Q: Ever think about adding a 20 most frequently asked questions to your blog, say over where the "ask a question" link is? And it could deal with things that would always be there (salary cap) and things that would move in and out of the list (when's Reggie coming back?, Jose-Jarrett). Might save you some typing.
And now, one that might be on that list, sorry if I've missed your answer before. It's a cap/tax question; If Bosh waits to the summer, and then commits verbally to the Raps in that July 1-10 (inexact dates) period before signings become official, could they go out and sign a Joe Johnson for example while they are under the cap, and then use Bosh's Bird rights to go over the tax? Or is this a case where Bosh's Bird rights would have to be renounced to sign another high priced free agent?
John B, Oakville
A: No, they can’t. There is what’s known as a “cap hold” on Bosh’s contract until he either signs a new one, moves to another team or the Raptors “renounce” his rights, which leaves them without Bird rights to him. The scenario you paint would absolutely circumvent the reality and the spirit of the cap rules and cannot happen.
Q: Hey Doug, a couple of questions here:
Do you think DeRozan has the potential to be a Rudy Gay type player? Gay seems to be a borderline all-star according to your recent post. I know you don't like to speculate, but what are DeMar's chances?
I've been in Ningbo, China and haven't been home in 2 years! I'm coming home Feb. 4th and need to decide which game to see: Raps vs. Kings or Raps vs. 76ers.
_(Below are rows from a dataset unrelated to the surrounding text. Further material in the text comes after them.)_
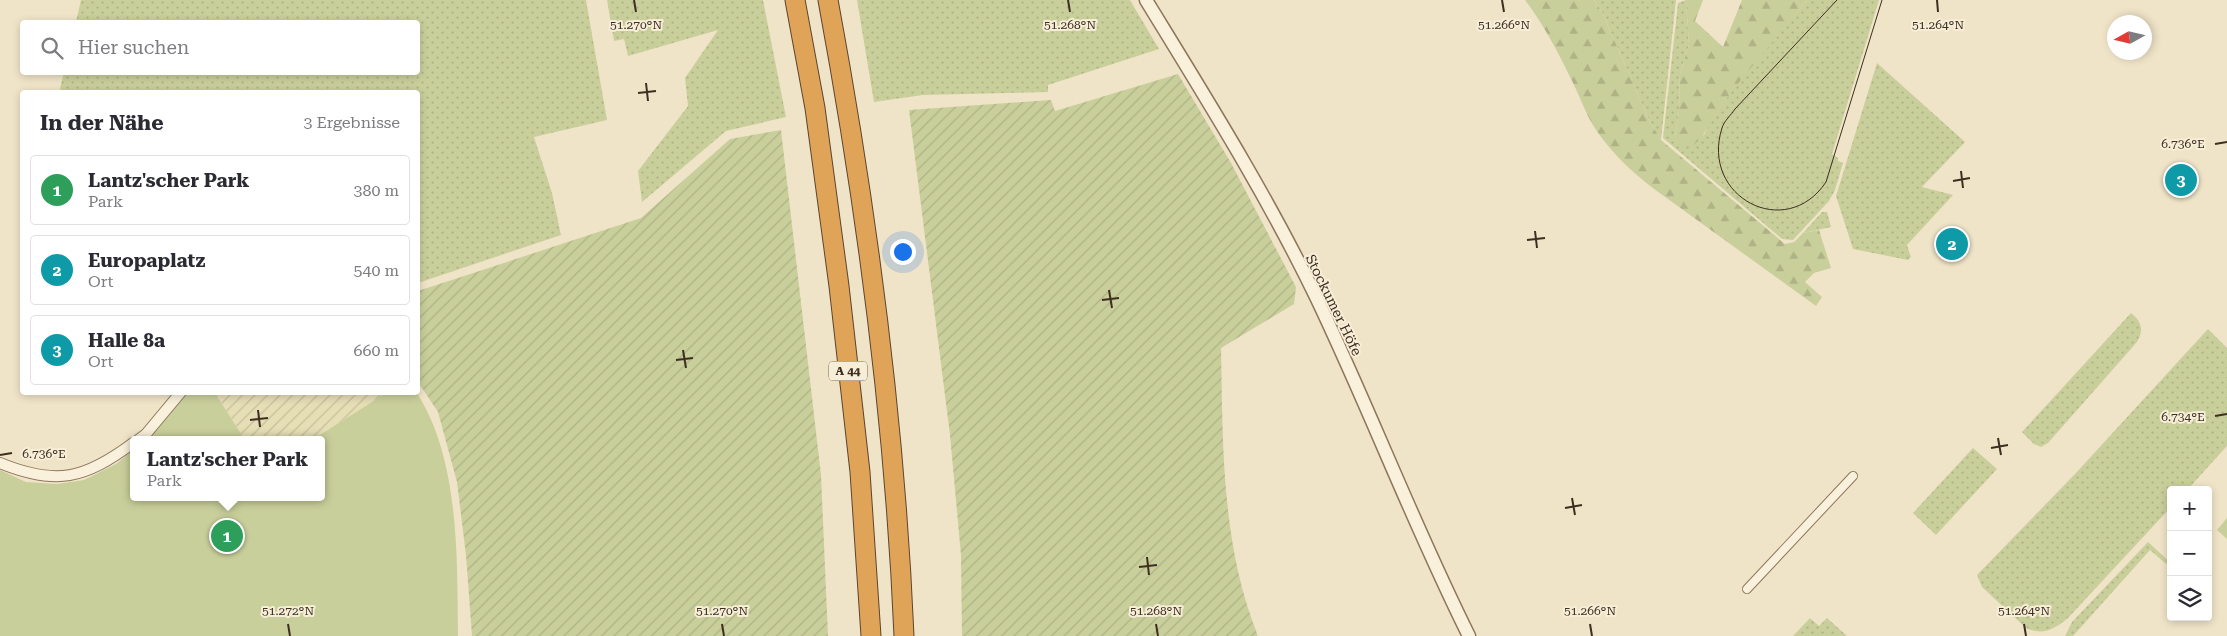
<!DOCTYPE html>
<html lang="de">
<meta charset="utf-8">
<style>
body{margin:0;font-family:"Roboto Serif",serif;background:#f2f2f3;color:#2b2b33}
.controls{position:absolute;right:15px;bottom:15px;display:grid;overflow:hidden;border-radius:5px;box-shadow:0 2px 8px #0003}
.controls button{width:45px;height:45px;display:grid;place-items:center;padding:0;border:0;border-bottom:1px solid #e1e1e2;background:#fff;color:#2b2b33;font:25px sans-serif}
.compass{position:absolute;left:2107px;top:15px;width:45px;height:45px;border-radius:50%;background:#fff;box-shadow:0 2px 8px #0003;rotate:262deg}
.you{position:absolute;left:902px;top:251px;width:18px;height:18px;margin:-12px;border:4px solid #fff;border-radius:50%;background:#1a73e8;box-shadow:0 0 0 8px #1a73e833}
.badge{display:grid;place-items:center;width:32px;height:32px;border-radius:50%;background:#7c3aed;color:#fff;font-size:16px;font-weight:700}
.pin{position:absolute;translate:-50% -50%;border:2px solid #fff;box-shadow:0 1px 5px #0006}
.popup{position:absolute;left:130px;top:436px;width:195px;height:65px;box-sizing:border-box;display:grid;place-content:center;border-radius:5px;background:#fff;filter:drop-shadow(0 1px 4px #0005);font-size:16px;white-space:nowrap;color:#7c7c81}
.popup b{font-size:19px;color:#2b2b33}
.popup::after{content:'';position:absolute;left:50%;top:100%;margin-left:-10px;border:10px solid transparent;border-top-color:#fff}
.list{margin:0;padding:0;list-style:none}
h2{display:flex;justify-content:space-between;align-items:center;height:65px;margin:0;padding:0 20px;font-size:21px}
h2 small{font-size:16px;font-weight:400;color:#7c7c81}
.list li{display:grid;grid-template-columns:32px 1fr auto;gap:15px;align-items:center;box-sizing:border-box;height:70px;margin:0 10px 10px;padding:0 10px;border:1px solid #e1e1e2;border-radius:5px}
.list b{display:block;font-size:19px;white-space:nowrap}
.list p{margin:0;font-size:16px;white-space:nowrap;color:#7c7c81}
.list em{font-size:16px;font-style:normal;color:#7c7c81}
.icon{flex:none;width:28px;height:28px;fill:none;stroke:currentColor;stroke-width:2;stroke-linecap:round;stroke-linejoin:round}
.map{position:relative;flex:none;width:2227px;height:636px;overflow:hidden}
.search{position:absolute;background:#fff;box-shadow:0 2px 8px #0003;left:20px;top:20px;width:400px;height:55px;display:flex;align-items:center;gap:12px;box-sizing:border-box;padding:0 18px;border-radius:5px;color:#7c7c81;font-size:19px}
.panel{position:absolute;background:#fff;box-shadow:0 2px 8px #0003;left:20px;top:90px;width:400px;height:305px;border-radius:5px}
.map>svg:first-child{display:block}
.farmland{fill:url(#farmland-furrows)}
.grass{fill:url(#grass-dots)}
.forest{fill:url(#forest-firs)}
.park{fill:#c9cf9b}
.garden{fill:url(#garden-furrows)}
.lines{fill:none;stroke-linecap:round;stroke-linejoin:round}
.pedestrian-casing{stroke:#8d765c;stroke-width:10}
.minor-casing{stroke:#8d765c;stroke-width:12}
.tertiary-casing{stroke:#8d765c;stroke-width:15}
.motorway-casing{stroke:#5b4430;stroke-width:21}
.pedestrian{stroke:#faf1dc;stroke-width:8}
.minor{stroke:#faf1dc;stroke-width:10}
.tertiary{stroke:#faf1dc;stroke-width:12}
.motorway{stroke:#e0a458;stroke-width:19}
.tram{stroke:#3d2e20;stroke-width:1}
.ticks{fill:none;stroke:#3d2e20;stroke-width:2}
.labels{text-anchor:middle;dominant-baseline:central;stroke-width:4;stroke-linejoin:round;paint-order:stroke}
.shield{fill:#f7eed8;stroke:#756857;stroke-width:1}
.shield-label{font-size:12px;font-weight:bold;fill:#3d2e20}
.street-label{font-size:14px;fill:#3d2e20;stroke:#f7eed8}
.ticks-label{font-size:12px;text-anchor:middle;fill:#3d2e20;stroke:#f7eed8;stroke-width:4;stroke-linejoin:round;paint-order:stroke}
</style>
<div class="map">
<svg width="2227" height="636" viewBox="0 0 2227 636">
<defs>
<pattern id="farmland-furrows" width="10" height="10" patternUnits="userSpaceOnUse" patternTransform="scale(1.25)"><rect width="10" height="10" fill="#e6deb5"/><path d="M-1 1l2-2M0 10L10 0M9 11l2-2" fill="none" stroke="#c6bf9b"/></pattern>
<pattern id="grass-dots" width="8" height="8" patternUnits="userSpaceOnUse" patternTransform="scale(1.25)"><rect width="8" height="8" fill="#c9cf9b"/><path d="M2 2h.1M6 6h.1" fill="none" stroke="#aeb285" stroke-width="1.8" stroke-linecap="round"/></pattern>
<pattern id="forest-firs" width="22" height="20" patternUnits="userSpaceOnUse" patternTransform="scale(1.25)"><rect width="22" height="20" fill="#c9cf9b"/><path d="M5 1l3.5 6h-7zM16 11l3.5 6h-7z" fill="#aeb285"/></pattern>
<pattern id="garden-furrows" width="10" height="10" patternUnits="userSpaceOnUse" patternTransform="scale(1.25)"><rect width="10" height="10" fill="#c9cf9b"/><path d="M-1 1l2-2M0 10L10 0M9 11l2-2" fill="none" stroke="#aeb285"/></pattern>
</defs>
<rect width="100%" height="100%" fill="#f0e4c8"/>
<path class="farmland" d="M 215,393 L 386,393 L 312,440 L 245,440 Z"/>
<path class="grass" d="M 81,0 L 586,0 L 607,120 L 534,137 L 552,193 L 561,235 L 418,283 L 418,92 L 64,92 L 60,89 L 64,72 L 418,72 L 418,22 L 76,22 Z
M 607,0 L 763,0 L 786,117 L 726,131 L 642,202 L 638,171 L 688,106 L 685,78 L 718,30 L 628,56 L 624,39 L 614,41 Z
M 857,0 L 1130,0 L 1159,49 L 1048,85 L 1048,92 L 923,95 L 874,102 Z
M 1594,0 L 1676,0 L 1661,140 L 1649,120 L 1602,12 Z
M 1686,0 L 1689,45 L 1680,74 L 1679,110 L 1675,137 L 1704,135 C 1727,89 1774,41 1807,0 L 1879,0 L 1832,154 L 1838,158 L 1838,161 L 1843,163 L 1835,190 L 1829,201 L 1793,240 L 1782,239 L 1663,138 L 1678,3 Z
M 1877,63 L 1965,142 L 1922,187 L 1953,195 L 1907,245 L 1911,257 L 1908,260 L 1853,249 L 1836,196 Z
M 1822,212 L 1827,212 L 1831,227 L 1803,233 Z
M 2131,313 C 2142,322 2144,330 2137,342 L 2048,443 L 2041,447 L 2034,444 L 2022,432 Z
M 2208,329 L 2227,348 L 2227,446 L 2187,490 L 2171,490 L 2171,507 L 2068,618 C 2055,629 2042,636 2026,628 L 1982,587 L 1977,575 L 2075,474 Z
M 1973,448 L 1997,469 L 1936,535 L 1913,513 Z
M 2148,542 L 2171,563 L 2171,568 L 2150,550 L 2073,636 L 2065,636 L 2072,622 Z
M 1810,618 L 1819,626 L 1827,618 L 1847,636 L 1793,636 Z"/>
<path class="forest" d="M 1525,0 L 1594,0 L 1602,12 L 1649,120 L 1661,140 L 1785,244 L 1794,242 L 1803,233 L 1819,230 L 1831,268 L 1814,273 L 1805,282 L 1822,297 L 1816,306 L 1661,194 C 1636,176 1614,156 1596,130 C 1586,115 1581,99 1573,83 C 1559,54 1544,25 1525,0 Z
M 1686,0 L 1703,0 L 1695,21 L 1723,47 L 1742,0 L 1807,0 C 1781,33 1752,65 1727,98 C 1715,114 1708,132 1694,145 L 1680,145 L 1675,137 L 1679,110 L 1680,74 L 1689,45 Z"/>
<path class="park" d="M 188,392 L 215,393 L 245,440 L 147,440 Z
M 386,393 L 417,393 C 460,461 457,558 458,636 L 0,636 L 0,470 L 26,482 L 57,484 L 84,480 L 116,464 L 133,450 L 133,497 L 321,497 L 321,440 L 312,440 Z
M 2227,518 L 2227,539 L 2217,530 Z"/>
<path class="garden" d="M 1178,74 L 1231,163 L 1296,287 L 1294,304 L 1221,348 C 1223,445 1221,544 1258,636 L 962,636 L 961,555 L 950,435 L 909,110 L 1051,100 L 1055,111 Z
M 781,130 L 821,475 L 828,636 L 472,636 L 466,555 L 457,482 L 438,412 L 418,382 L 418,291 L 641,218 L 730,139 Z"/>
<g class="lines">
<defs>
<path id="pedestrian" d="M 1747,589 L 1853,476"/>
<path id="minor" d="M 138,440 L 146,434 L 181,392
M 0,463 C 56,486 85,479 133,443"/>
<path id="tertiary" d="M 1146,0 C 1206,98 1267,195 1317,299 C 1370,410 1414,526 1469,636"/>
<path id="motorway" d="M 795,0 L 815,108 L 839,286 L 860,472 L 871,636
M 828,0 C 867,210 895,422 904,636"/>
</defs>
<use href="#pedestrian" class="pedestrian-casing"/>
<use href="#minor" class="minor-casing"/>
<use href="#tertiary" class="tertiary-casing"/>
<use href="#motorway" class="motorway-casing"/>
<use href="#pedestrian" class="pedestrian"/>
<use href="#minor" class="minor"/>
<use href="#tertiary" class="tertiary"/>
<use href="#motorway" class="motorway"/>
<path class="tram" d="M 1837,0 L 1735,109 C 1731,115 1724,121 1722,128 C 1700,197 1786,242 1826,182 L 1882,0"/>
</g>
<path class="ticks" d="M 634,0 L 636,12M 1068,0 L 1070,12M 1502,0 L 1504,12M 1937,0 L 1938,12M 646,83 L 648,101M 638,93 L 656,91M 2215,144 L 2227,142M 1961,171 L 1963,188M 1953,181 L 1970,178M 1535,231 L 1537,248M 1527,240 L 1545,238M 1109,290 L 1112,308M 1102,300 L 1119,298M 683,350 L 686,368M 676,360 L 693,358M 258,410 L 260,427M 2215,416 L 2227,414M 250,420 L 268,418M 1998,438 L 2001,455M 1991,448 L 2008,445M 0,455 L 12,453M 1572,498 L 1575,515M 1565,508 L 1582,505M 1147,557 L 1149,575M 1139,567 L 1157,565M 288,624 L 290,636M 722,624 L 724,636M 1156,624 L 1158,636M 1590,624 L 1592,636M 2024,624 L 2026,636"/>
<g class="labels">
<rect class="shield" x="829" y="361.5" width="38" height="19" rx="4"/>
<g class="shield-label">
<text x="848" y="371">A 44</text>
</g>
<g class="street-label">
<text transform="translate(1334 305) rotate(64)">Stockumer Höfe</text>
</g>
</g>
<g class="ticks-label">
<text x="636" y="29">51.270°N</text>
<text x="1070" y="29">51.268°N</text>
<text x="1504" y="29">51.266°N</text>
<text x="1938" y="29">51.264°N</text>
<text x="2183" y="148">6.736°E</text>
<text x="2183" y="421">6.734°E</text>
<text x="44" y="458">6.736°E</text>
<text x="288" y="615">51.272°N</text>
<text x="722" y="615">51.270°N</text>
<text x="1156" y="615">51.268°N</text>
<text x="1590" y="615">51.266°N</text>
<text x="2024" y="615">51.264°N</text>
</g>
</svg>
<div class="controls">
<button>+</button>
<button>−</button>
<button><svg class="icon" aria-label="layers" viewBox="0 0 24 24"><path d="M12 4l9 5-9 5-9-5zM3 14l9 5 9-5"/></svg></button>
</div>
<svg class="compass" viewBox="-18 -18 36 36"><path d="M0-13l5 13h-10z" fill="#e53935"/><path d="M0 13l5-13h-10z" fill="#7c7c81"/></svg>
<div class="you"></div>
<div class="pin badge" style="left:227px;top:536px;background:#2e9e5b">1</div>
<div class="popup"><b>Lantz'scher Park</b>Park</div>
<div class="pin badge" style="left:1952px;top:244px;background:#0f9aa8">2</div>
<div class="pin badge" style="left:2181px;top:180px;background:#0f9aa8">3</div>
<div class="search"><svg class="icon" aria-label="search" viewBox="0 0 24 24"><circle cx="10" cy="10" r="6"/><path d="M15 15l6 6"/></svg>Hier suchen</div>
<section class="panel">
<h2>In der Nähe<small>3 Ergebnisse</small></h2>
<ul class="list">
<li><span class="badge" style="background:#2e9e5b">1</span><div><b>Lantz'scher Park</b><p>Park</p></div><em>380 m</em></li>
<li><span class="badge" style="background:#0f9aa8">2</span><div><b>Europaplatz</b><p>Ort</p></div><em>540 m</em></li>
<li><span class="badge" style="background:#0f9aa8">3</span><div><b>Halle 8a</b><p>Ort</p></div><em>660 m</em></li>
</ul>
</section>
</div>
Of course, I want to see the Raps win, but I also want to see the best possible basketball.
PS: I leave for China on the 18th, and know Memphis is here on the 17th, but not too sure I want to drive all the way back to Niagara, just to have to go back to Pearson the next day. Your honed basketball perspective is appreciated.
Josh F, Ningbo, China
A: Sorry, too much speculation on the DeRozan-Gay thing; why don’t we just say DeRozan’s got the potential to be a DeRozan-like player.
Personally? I’d go see Sacramento and the presumptive rookie of the year Tyreke Evans.
Q: This year seems to have more rumors about trades than I can remember.
How much do you pay attention to them?
How much should we? (Chad Ford has Jose leaving, every reporter in the States has Bosh leaving, Rasho is going to Europe despite being under contract, I am surprised that Turk is not in a "rumor")
Bruce M, Winnipeg
A: I pay scant attention, actually. I’d rather call a source first hand and find out what’s really going on rather than react to something someone else has written or contrived or manufactured without any real knowledge of fact.
I’d also like, one year, to keep score of rumours and what actually happens. I’d venture to say for everyone hundred thrown out, less than two come to fruition.